1. Field of the Invention
The present invention relates to torsional damper type flywheel devices having viscous damping mechanisms to suppress resonance.
2. Description of the Related Art
Flywheel devices which include drive side and driven side flywheels, a single kind of spring mechanism for connecting the drive side and driven side flywheels, and a friction mechanism are known, for example, in U.S. Pat. Nos. 4,468,207, 4,274,524, 4,351,168, 2,042,570, 4,445,876, 2,729,079, 2,437,537, 4,663,983, 4,220,233, and 4,002,043; GB-A-2,000,257; DE-A-2,926,012; Automotive Engineering, vol. 93, page 85; Japanese Utility Model Publications SHO 61-23542, SHO 61-23543, SHO 61-23544, SHO 59-113548, SHO 59-108848, SHO 56-6676, and SHO 56-109635; and Japanese Patent Publications SHO 61-59040, SHO 61-59042, and SHO 61-52423.
Any one of the above-described prior art flywheel devices has a single vibrational characteristic defined by the spring mechanism which may include a plurality of coil springs arranged in series with or parallel to each other. Due to the vibrational characteristic, the flywheel device has a single first mode resonance speed throughout the entire range of engine speeds. The single resonance speed is usually set lower than the idling speed of the engine, and when the engine speed passes through the resonance speed during start-up or stopping of the engine, the torsional vibration of the flywheel is amplified. To suppress the amplification, a continuously sliding friction mechanism (often called a hysteresis mechanism) which continuously slides throughout the entire range of engine speeds is usually disposed between the drive side and driven side flywheels.
However, there are two problems with the above-described prior art flywheel devices. One problem is that a considerably large resonance occurs at the resonance speed, in spite of the provision of the friction mechanism, because the characteristic of the flywheel device is determined more by the spring mechanism than by the friction mechanism. The other problem is that the continuously sliding friction mechanism degrades the acceleration transmittance rate (which corresponds to a speed variation or torque variation absorbing effect of the divisional type flywheel device) at the standard range of engine speeds above the idling speed. This is because a temporary sticking often occurs in the friction mechanism and because the frictional force makes the flywheel device operate as if the flywheel device were a non-divisional type device.
The U.S. patent application, Ser.
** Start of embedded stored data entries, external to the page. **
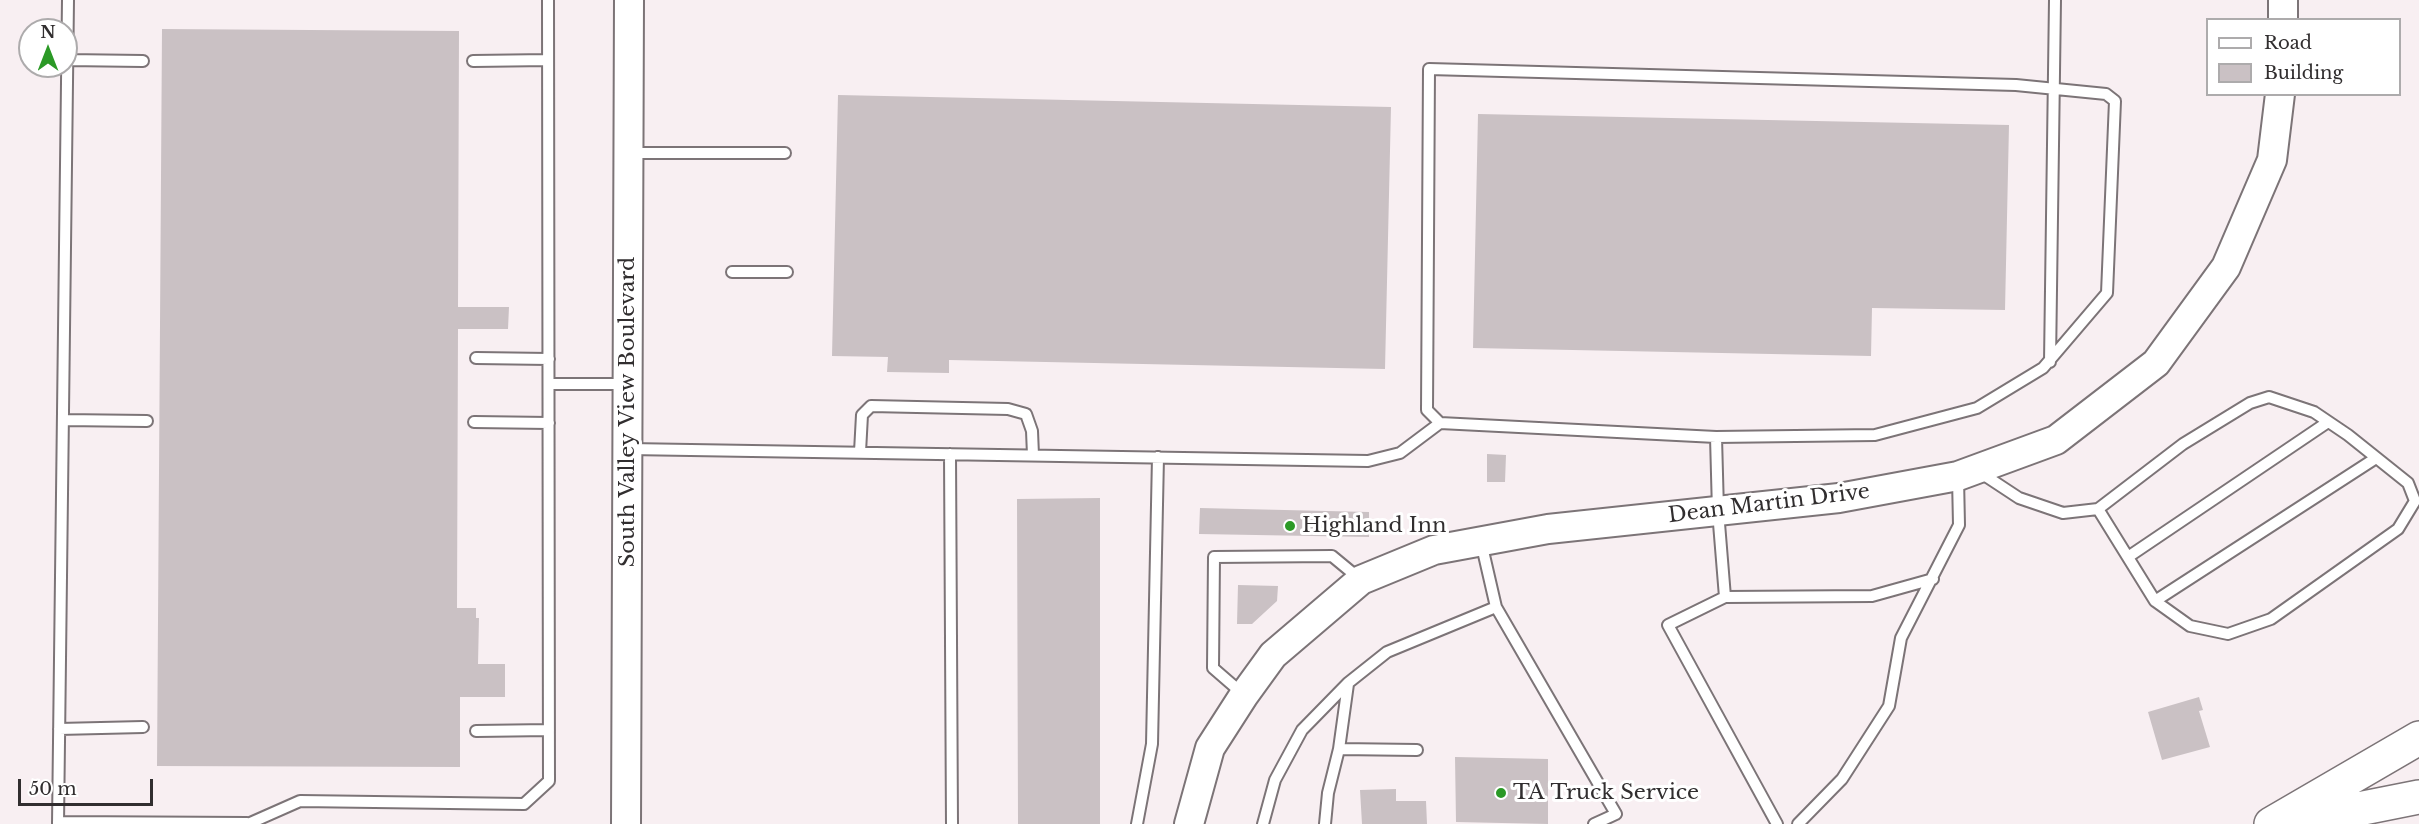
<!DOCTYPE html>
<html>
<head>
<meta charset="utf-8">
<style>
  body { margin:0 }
  #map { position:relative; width:2419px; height:824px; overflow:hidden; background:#f8eff2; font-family:"Libre Baskerville",serif }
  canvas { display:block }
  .legend { position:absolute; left:2206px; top:18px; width:195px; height:78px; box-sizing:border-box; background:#fff; border:2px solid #adabac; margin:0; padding:8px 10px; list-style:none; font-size:18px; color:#312e2f }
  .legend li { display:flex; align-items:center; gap:12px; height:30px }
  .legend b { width:30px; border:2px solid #adabac }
  .north { position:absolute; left:18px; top:18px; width:60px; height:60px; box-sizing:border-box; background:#fff; border:2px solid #adabac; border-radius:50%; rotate:0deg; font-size:16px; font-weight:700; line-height:24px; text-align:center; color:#312e2f }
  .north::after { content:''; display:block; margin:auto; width:21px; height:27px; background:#2b9926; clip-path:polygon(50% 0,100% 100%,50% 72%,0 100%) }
  .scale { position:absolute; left:18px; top:779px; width:135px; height:27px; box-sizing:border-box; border:3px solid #312e2f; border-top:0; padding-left:8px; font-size:18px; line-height:21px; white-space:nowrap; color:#312e2f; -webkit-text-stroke:4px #fff; paint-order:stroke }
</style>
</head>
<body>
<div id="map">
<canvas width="2419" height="824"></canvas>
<ul class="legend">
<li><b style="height:8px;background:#fff"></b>Road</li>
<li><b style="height:16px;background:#cac1c4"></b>Building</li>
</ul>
<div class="north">N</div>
<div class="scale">50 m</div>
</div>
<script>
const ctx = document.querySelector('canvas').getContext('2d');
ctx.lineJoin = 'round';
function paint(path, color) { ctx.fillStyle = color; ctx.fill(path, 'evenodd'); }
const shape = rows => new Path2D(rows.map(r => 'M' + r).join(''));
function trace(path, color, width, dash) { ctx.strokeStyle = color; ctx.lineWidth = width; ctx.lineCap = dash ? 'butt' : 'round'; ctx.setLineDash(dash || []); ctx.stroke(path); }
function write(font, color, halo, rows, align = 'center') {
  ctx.font = font + ' "Libre Baskerville",serif'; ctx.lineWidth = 6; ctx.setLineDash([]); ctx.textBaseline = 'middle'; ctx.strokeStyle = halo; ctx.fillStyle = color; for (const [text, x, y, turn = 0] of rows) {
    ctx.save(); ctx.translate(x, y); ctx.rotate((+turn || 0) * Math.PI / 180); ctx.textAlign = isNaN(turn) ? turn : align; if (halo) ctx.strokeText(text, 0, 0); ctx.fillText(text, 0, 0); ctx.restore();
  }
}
const building = shape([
  [162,29,459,31,458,307,509,307,508,329,458,329,457,608,476,608,476,618,479,618,478,664,505,664,505,697,460,697,460,767,157,766],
  [838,95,1391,107,1385,369,949,360,949,373,887,372,888,357,832,356],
  [1478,114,2009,125,2005,310,1872,308,1871,356,1473,348],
  [1487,454,1506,455,1505,482,1487,482],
  [1100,498,1100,824,1018,824,1017,499],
  [1200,508,1369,512,1369,537,1199,534],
  [1238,585,1278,586,1277,601,1252,624,1237,624],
  [2199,697,2203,710,2199,711,2210,747,2162,760,2148,712],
  [1455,757,1548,759,1548,824,1456,822],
  [1396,789,1396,801,1426,801,1427,824,1362,824,1360,790]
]);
const lane = shape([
  [67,60,143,61],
  [473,61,548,60],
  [629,153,785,153],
  [732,272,787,272],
  [476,358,549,359],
  [2050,362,2055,0],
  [549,384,626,384],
  [63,420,147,421],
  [474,422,549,423],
  [1716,437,1440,423,1427,410,1429,69,2016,85,2106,94,2115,101,2107,293,2043,368,1977,408,1875,435,1716,437,1718,511,1725,597,1872,596,1933,579],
  [629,449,1368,461,1400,453,1440,423],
  [860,452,862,415,871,406,1008,409,1026,414,1032,431,1033,455],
  [950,454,952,824],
  [1978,471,2019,498,2063,513,2098,509,2183,444,2250,403,2269,397,2314,412,2348,435,2408,483,2415,501,2398,529,2271,619,2228,634,2190,626,2155,601,2098,509],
  [2128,557,2328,422],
  [1725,597,1668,625,1777,824],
  [2155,601,2376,458],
  [1496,607,1616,814,1594,824],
  [1243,694,1213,668,1214,557,1332,556,1361,580],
  [59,729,143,727],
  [476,731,549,730],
  [1339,749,1417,750],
  [58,822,247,823],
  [58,824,68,0],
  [248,824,300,801,524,804,549,781,548,0],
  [1137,824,1152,744,1158,457],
  [1263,824,1275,780,1302,730,1348,683,1387,652,1496,607,1481,542],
  [1325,824,1328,793,1339,749,1348,684],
  [1798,824,1842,779,1889,706,1901,638,1959,525,1958,478]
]);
const secondary = shape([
  [2283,20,2283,0],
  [626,824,629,0],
  [1189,824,1210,748,1244,695,1273,655,1361,580,1434,550,1548,529,1839,498,1958,476,2056,440,2156,363,2226,267,2272,160,2280,94]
]);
const highway = shape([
  [2288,823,2419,797],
  [2271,824,2419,738]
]);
const markers = [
  [1290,526,6,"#2b9926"],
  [1501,793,6,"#2b9926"]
];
const streetNames = [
  ["South Valley View Boulevard",628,412,-90],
  ["Dean Martin Drive",1769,504,-7]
];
const poiNames = [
  ["Highland Inn",1302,526],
  ["TA Truck Service",1513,793]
];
paint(building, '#cac1c4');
trace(lane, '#7c7477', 14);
trace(secondary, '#7c7477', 32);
trace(highway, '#7c7477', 36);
trace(lane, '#fff', 10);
trace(secondary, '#fff', 28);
trace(highway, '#fff', 33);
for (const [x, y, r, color] of markers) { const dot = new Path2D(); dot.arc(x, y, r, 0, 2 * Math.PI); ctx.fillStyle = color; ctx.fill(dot); trace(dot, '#fff', 2); }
write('21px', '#312e2f', '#fff', streetNames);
write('21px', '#312e2f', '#fff', poiNames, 'left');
</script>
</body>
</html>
No. 07/093,573, filed Sep. 4, 1987 (corresponding to European Patent Application No. 87307821.6), presents a quite different type of flywheel device designed to overcome the problems of the above-described prior art flywheel devices. That flywheel device includes drive side and driven side flywheels, two kinds of spring mechanisms (called a K spring mechanism and a K1 spring mechanism) arranged parallel to each other between the drive side and driven side flywheels, and a momentarily sliding friction mechanism arranged in series with the K1 spring mechanism. The vibrational behavior of that flywheel device can be understood through reference to the Shock and Vibration Hand Book, vol. 2, McGraw Hill, though it does not relate to a flywheel device.
More particularly, that flywheel device has two vibrational characteristics shown by the two-dotted lines in FIG. 5, namely, a K characteristic where only the K spring mechanism operates without being accompanied by the sliding of the friction mechanism and a K+K1 characteristic where both the K and K1 spring mechanisms operate with the sliding of the friction mechanism. In the standard range of engine speeds, the flywheel device operates according to the K+K1 characteristic, because no excessively great torque usually acts at the standard range of engine speeds. Because the friction mechanism does not slide at that time, the speed variation absorbing effect is greatly improved. When the engine speed approaches the resonance speed of the K+K1 characteristic at start-up or stopping of the engine, the torsional angle between the drive side and driven side flywheels increases. Thus, the K1 spring mechanism is more compressed, and the torque acting on the friction mechanism increases to finally cause the friction mechanism to slide. Upon sliding of the friction spring mechanism, the flywheel device changes its vibrational behavior from the K+K1 characteristic to the K characteristic by jumping over the resonance speed of the K+K1 characteristic. After jumping, when the rotational speed changes away from the resonance speed of the K+K1 characteristic, the torsional angle between the drive side and driven side flywheels gradually decreases, and the sliding of the friction mechanism finally stops. Then, the flywheel device again operates according to the K+K1 characteristic. In this way, occurrence of resonance while the rotational speed of the flywheel device passes through the resonance speed of the K+K1 characteristic is prevented.
However, there are some problems to be solved in the above-described flywheel device having the momentarily sliding friction mechanism. Namely, the slide beginning or stopping point of the momentarily sliding friction mechanism may fluctuate due to a manufacturing tolerance of the friction mechanism and the abrasion of the abrasive member of the friction mechanism during use. Though it may be effective to provide some device to cause the friction mechanism to begin or stop sliding at a predetermined torsional angle, such a device would make the flywheel device large in size.